パルプンテ女子
ムツゴロウの命名理由を有無を言わさず訊きだされた後に、パルプンテ文学少女のいる教室にたどり着いた。
先の田丸女子の忠告の意味を知るまではそう時間はかからなかった。
具体的には数分。
例の如くノックを三回、「失礼します」とともにノブを回してドアを押す。
それにしても、ここ数日で一体俺は中指の第二関節を何回ドアにぶつけたのだろう。
ノック系男子の二つ名でも自称しようか。
――岸絵、といったな。
文学部室に、それらしき女の子は一人しかいなかった。
というか、またしても人間が一人しかいなかった。
部屋の中央に大きな机が置いてあり、そこにパイプ椅子が左右三つずつ、計六つがそれぞれ向かっている。

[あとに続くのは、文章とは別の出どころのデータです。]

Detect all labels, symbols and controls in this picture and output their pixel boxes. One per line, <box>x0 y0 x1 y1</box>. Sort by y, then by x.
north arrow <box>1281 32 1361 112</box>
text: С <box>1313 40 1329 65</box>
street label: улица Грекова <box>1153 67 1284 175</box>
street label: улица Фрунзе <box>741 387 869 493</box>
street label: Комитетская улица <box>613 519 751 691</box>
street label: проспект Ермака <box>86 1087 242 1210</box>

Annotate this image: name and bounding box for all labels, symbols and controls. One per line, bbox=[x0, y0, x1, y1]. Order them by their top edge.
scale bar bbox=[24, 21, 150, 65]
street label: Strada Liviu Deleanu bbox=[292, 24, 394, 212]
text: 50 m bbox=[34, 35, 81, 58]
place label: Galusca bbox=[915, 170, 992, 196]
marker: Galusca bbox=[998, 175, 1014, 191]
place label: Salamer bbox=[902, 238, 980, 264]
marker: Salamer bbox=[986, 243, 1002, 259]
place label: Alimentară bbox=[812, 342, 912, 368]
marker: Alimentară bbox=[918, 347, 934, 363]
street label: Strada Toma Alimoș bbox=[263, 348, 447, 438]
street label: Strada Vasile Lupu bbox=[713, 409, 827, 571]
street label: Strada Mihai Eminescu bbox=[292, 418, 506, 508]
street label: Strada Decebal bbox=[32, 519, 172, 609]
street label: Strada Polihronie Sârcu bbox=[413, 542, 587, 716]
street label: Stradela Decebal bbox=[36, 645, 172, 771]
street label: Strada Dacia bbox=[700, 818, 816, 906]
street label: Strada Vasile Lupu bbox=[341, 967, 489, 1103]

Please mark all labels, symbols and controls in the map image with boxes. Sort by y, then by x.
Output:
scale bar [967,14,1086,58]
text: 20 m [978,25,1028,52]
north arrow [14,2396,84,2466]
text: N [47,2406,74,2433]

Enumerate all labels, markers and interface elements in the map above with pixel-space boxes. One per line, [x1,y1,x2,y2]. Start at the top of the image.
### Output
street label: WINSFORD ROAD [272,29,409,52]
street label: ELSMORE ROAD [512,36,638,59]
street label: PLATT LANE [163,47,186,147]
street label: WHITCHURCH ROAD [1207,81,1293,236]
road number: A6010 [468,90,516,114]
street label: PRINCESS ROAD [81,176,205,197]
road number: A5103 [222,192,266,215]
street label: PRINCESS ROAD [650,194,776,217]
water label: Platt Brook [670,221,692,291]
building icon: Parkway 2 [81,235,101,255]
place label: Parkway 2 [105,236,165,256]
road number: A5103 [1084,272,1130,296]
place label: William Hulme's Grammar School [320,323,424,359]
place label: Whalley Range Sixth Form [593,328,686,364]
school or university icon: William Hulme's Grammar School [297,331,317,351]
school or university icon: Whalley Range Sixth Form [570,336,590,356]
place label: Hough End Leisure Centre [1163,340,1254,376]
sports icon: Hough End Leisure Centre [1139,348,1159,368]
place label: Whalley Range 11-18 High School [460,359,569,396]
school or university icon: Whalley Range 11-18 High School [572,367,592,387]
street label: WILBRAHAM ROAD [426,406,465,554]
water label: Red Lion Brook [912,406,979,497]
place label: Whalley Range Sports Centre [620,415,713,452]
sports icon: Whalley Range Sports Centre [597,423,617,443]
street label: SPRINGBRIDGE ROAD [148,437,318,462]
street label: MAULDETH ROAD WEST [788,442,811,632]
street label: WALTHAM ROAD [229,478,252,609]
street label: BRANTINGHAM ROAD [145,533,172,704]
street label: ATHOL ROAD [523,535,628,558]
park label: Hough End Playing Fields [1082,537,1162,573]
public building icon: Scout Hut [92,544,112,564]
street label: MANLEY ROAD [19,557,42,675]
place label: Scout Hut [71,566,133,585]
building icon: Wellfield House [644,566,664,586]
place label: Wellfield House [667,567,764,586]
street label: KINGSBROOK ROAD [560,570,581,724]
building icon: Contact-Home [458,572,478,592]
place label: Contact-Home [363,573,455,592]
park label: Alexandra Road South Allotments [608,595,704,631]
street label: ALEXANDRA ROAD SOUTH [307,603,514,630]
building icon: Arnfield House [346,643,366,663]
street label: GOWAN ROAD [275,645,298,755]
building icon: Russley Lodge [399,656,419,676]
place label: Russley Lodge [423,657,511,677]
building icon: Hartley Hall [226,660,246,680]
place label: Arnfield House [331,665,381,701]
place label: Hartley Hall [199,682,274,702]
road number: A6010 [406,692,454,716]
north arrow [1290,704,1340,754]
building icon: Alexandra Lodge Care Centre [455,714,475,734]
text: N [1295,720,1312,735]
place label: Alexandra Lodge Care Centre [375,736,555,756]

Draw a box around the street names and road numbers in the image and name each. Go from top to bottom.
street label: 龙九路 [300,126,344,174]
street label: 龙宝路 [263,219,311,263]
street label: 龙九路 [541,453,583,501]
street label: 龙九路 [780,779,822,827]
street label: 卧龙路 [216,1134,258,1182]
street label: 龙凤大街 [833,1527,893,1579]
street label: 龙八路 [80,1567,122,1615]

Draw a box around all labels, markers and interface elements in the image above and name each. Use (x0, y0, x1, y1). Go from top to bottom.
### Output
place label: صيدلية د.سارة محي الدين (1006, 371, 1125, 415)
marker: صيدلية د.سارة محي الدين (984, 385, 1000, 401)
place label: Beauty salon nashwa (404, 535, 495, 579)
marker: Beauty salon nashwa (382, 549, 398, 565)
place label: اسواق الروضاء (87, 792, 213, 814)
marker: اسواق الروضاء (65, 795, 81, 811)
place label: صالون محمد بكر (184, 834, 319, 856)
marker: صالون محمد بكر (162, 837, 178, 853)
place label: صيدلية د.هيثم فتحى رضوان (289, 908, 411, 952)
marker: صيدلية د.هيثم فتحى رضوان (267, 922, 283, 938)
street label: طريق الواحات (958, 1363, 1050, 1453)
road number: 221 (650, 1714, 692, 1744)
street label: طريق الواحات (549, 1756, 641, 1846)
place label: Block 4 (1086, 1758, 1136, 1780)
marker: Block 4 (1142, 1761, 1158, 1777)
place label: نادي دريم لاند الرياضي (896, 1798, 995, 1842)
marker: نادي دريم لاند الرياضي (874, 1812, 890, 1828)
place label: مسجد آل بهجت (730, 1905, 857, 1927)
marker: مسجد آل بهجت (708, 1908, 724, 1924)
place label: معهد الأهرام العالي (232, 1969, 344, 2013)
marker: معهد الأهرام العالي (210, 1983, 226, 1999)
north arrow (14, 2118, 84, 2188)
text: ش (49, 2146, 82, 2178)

その一番入口に近い右手前のパイプ椅子に髪の短い小さな女の子が座っている。
先まで手に持っている文庫サイズの本を読んでいたのだろう。
今は入ってきた俺に、彼女の少し長めのぱっつん前髪から覗くおっとりとしたその目を向けていた。
「あ……えー……どうもです」
何がどうもですだよ俺。
コミュニケーションのセオリーが分からん。
無言で俺のことを見つめる岸絵と思わしき少女。
もっと社交的かつ安心させるような事を……。
そうだ、まずは名乗らないとだ。挨拶の基本中のそれだ。
「俺は二年の春枝っていいます」
……。
無反応。
しかしおっとりとした目はこちらを凝視したままだ。
「一年の岸絵さん……だよね?」
この問いにも返事はなかった。
その代わりに岸絵はゆっくりと一つ瞬きをした。
こんなに見つめられ続けると、さすがに、なんだろう、恥ずかしいというかなんというか。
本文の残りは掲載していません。